» **Input records**
┌──
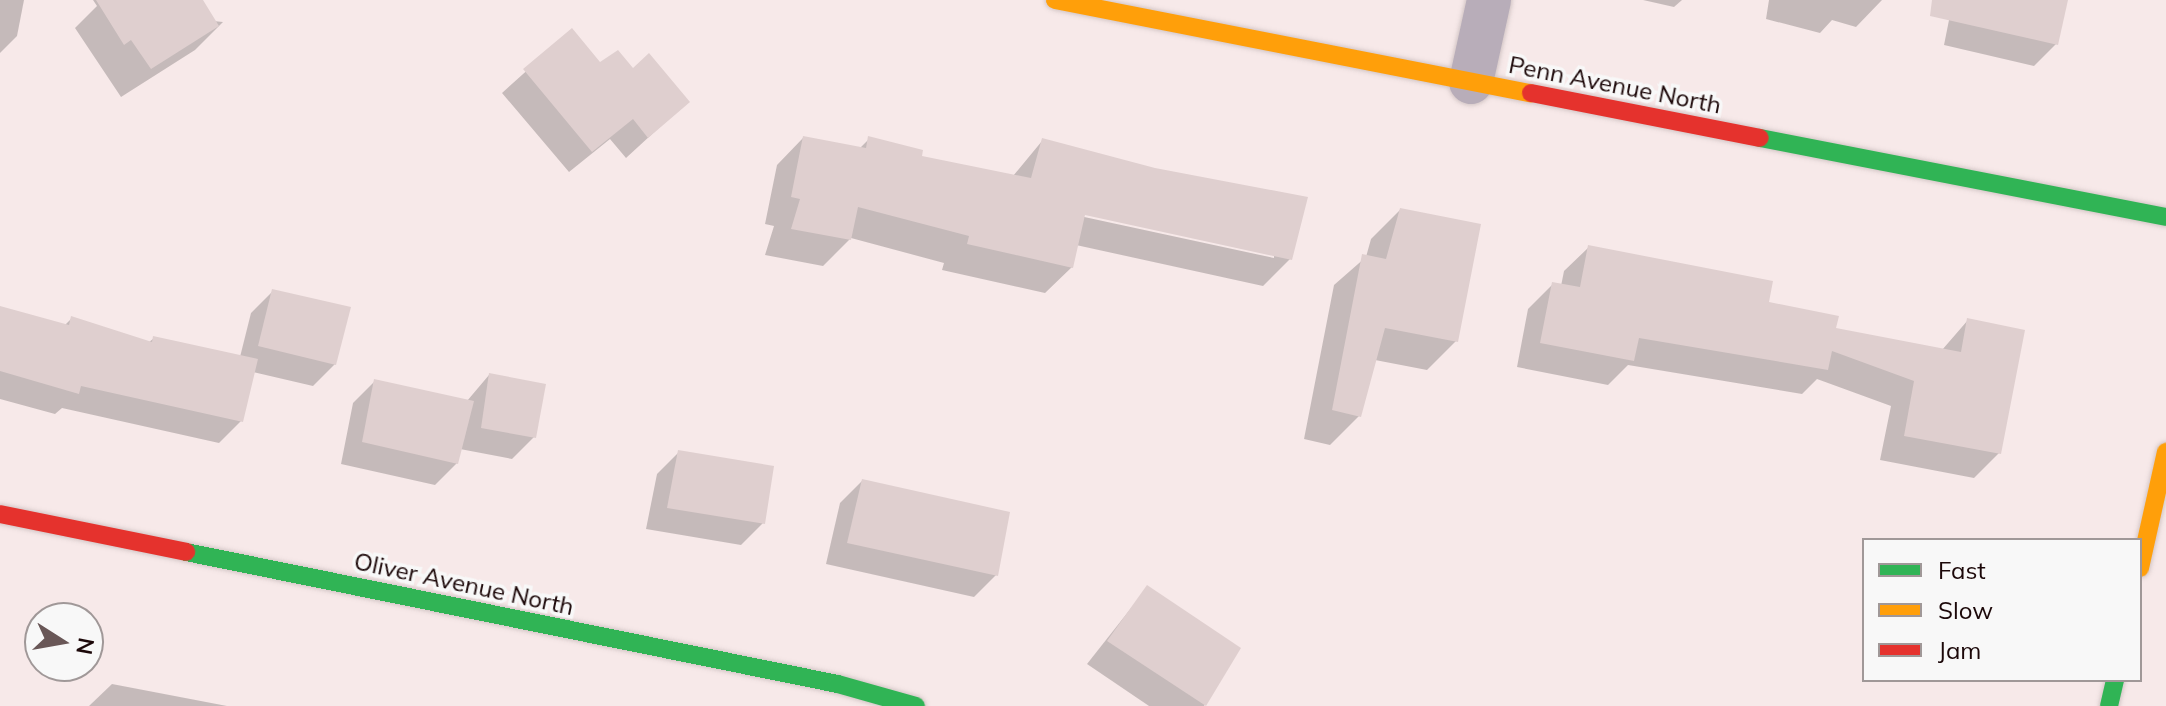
<!DOCTYPE html>
<html>
<head>
<meta charset="utf-8">
<style>
	body { margin:0 }
	#map { position:relative; width:2166px; height:706px; overflow:hidden; background:#f7e9e9; font-family:Mulish,sans-serif }
	div>[style] { position:absolute }
	[style*='--x'] { left:calc(var(--x)*1px); top:calc(var(--y)*1px); width:calc(var(--w)*1px); rotate:calc(var(--a)*1deg) }
	.shadow>* { inset:0; background:#0003 }
	.building>* { inset:0; background:#dfcfcf }
	.roads { filter:drop-shadow(0 0 2px #d3c6c6) drop-shadow(0 0 2px #d3c6c6) }
	.street>* { height:44px; margin:-22px; padding:0 22px; transform-origin:22px; border-radius:22px; background:#b8adb9 }
	.fast>* { height:18px; margin:-9px; padding:0 9px; transform-origin:9px; border-radius:9px; background:#30b455 }
	.slow>* { height:18px; margin:-9px; padding:0 9px; transform-origin:9px; border-radius:9px; background:#ff9f0a }
	.jam>* { height:18px; margin:-9px; padding:0 9px; transform-origin:9px; border-radius:9px; background:#e5322d }
	span { translate:-50% -50%; white-space:nowrap; text-align:center; line-height:1.15; -webkit-text-stroke:7px #f8f8f8; paint-order:stroke }
	.street-label { font-size:24px; color:#1c0809 }
	.legend { position:absolute; left:1862px; top:538px; width:280px; height:144px; box-sizing:border-box; background:#f8f8f8; border:2px solid #a09898; margin:0; padding:10px 14px; list-style:none; font-size:24px; color:#1c0809 }
	.legend li { display:flex; align-items:center; gap:16px; height:40px }
	.legend b { width:40px; border:2px solid #a09898 }
	.north { position:absolute; left:24px; top:602px; width:80px; height:80px; box-sizing:border-box; background:#f8f8f8; border:2px solid #a09898; border-radius:50%; rotate:101deg; font-size:22px; font-weight:700; line-height:32px; text-align:center; color:#1c0809 }
	.north::after { content:''; display:block; margin:auto; width:28px; height:36px; background:#695757; clip-path:polygon(50% 0,100% 100%,50% 72%,0 100%) }
</style>
</head>
<body>
<div id="map">
	<div class="shadow">
		<i style="clip-path:polygon(0 0,24px 0,17px 36px,0 53px)"></i>
		<i style="clip-path:polygon(93px 0,201px 0,213px 21px,223px 22px,195px 50px,121px 97px,75px 28px,97px 6px)"></i>
		<i style="clip-path:polygon(1643px 0,1682px 0,1674px 7px)"></i>
		<i style="clip-path:polygon(1769px 0,1882px 0,1856px 27px,1832px 20px,1820px 33px,1766px 19px)"></i>
		<i style="clip-path:polygon(1953px 0,2066px 0,2056px 44px,2034px 66px,1944px 45px)"></i>
		<i style="clip-path:polygon(571px 31px,600px 65px,633px 71px,687px 102px,626px 158px,610px 139px,569px 172px,502px 93px)"></i>
		<i style="clip-path:polygon(evenodd,803px 138px,859px 149px,869px 139px,920px 158px,1013px 176px,1042px 141px,1290px 259px,1263px 286px,1076px 245px,1072px 267px,1045px 293px,942px 270px,944px 263px,851px 238px,823px 266px,765px 255px,774px 226px,765px 224px,777px 165px,803px 138px,1075px 211px,1274px 254px,1274px 258px,1075px 215px,1075px 211px)"></i>
		<i style="clip-path:polygon(1400px 210px,1456px 341px,1427px 370px,1375px 360px,1359px 416px,1330px 445px,1304px 439px,1334px 285px,1366px 257px,1371px 239px)"></i>
		<i style="clip-path:polygon(1589px 247px,1834px 329px,1942px 350px,1968px 320px,1999px 453px,1974px 478px,1880px 460px,1891px 406px,1817px 379px,1802px 394px,1628px 365px,1608px 385px,1517px 367px,1528px 309px,1553px 284px,1561px 286px,1564px 271px)"></i>
		<i style="clip-path:polygon(273px 291px,335px 364px,313px 386px,253px 372px,241px 421px,219px 443px,62px 408px,55px 414px,0 399px,0 308px,64px 326px,72px 318px,148px 343px,154px 338px,240px 357px,251px 313px)"></i>
		<i style="clip-path:polygon(489px 375px,534px 437px,512px 459px,460px 449px,457px 463px,435px 485px,341px 464px,353px 403px,375px 381px,467px 401px)"></i>
		<i style="clip-path:polygon(679px 452px,763px 523px,741px 545px,646px 529px,657px 474px)"></i>
		<i style="clip-path:polygon(862px 481px,996px 575px,974px 597px,826px 564px,840px 503px)"></i>
		<i style="clip-path:polygon(1147px 588px,1239px 649px,1204px 706px,1149px 706px,1087px 664px)"></i>
		<i style="clip-path:polygon(112px 684px,227px 706px,89px 706px)"></i>
	</div>
	<div class="building">
		<i style="clip-path:polygon(96px 0,203px 0,219px 26px,151px 69px,131px 40px,124px 45px)"></i>
		<i style="clip-path:polygon(1932px 0,2068px 0,2058px 45px,1930px 16px)"></i>
		<i style="clip-path:polygon(572px 28px,600px 62px,618px 50px,633px 68px,649px 53px,690px 102px,648px 138px,633px 119px,592px 152px,523px 69px)"></i>
		<i style="clip-path:polygon(803px 136px,866px 148px,868px 136px,923px 150px,922px 156px,1031px 178px,1042px 138px,1155px 168px,1308px 197px,1292px 260px,1085px 215px,1073px 268px,967px 244px,969px 236px,858px 207px,851px 240px,791px 229px,800px 199px,791px 197px)"></i>
		<i style="clip-path:polygon(1400px 208px,1481px 224px,1458px 342px,1385px 328px,1361px 417px,1332px 410px,1362px 254px,1386px 259px)"></i>
		<i style="clip-path:polygon(1588px 245px,1773px 281px,1769px 302px,1839px 316px,1836px 328px,1961px 352px,1967px 318px,2025px 330px,2001px 454px,1904px 436px,1914px 381px,1832px 351px,1828px 370px,1639px 338px,1634px 361px,1540px 343px,1552px 282px,1580px 287px)"></i>
		<i style="clip-path:polygon(272px 289px,351px 307px,336px 365px,258px 346px)"></i>
		<i style="clip-path:polygon(0 306px,69px 325px,71px 316px,152px 342px,153px 336px,258px 359px,243px 422px,81px 386px,79px 394px,0 371px)"></i>
		<i style="clip-path:polygon(489px 373px,546px 384px,536px 438px,481px 428px)"></i>
		<i style="clip-path:polygon(374px 379px,474px 401px,458px 464px,362px 442px)"></i>
		<i style="clip-path:polygon(678px 450px,774px 466px,765px 524px,667px 508px)"></i>
		<i style="clip-path:polygon(862px 479px,1010px 512px,998px 576px,847px 543px)"></i>
		<i style="clip-path:polygon(1147px 585px,1241px 648px,1206px 706px,1107px 641px)"></i>
	</div>
	<div class="roads">
		<div class="street">
			<i style="--x:1471;--y:82;--w:84;--a:-77.6"></i>
		</div>
		<div class="fast">
			<i style="--x:1760;--y:138;--w:414;--a:11"></i>
			<i style="--x:186;--y:552;--w:665;--a:11.45"></i>
			<i style="--x:838;--y:684;--w:81;--a:15.8"></i>
			<i style="--x:2109;--y:706;--w:27;--a:-77"></i>
		</div>
		<div class="slow">
			<i style="--x:1055;--y:0;--w:485;--a:11.1"></i>
			<i style="--x:2140;--y:568;--w:119;--a:-77.4"></i>
		</div>
		<div class="jam">
			<i style="--x:1531;--y:93;--w:233;--a:11.1"></i>
			<i style="--x:0;--y:514;--w:190;--a:11.5"></i>
		</div>
	</div>
	<div class="street-label">
		<span style="left:1615px;top:85px;rotate:11deg">Penn Avenue North</span>
		<span style="left:464px;top:584px;rotate:12deg">Oliver Avenue North</span>
	</div>
	<ul class="legend">
	<li><b style="height:10px;background:#30b455"></b>Fast</li>
	<li><b style="height:10px;background:#ff9f0a"></b>Slow</li>
	<li><b style="height:10px;background:#e5322d"></b>Jam</li>
	</ul>
	<div class="north">N</div>
</div>
</body>
</html>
└──
» **Problem description**
Provide only the number of lines within the material that contain the string "shadow".

» **Solution below**
3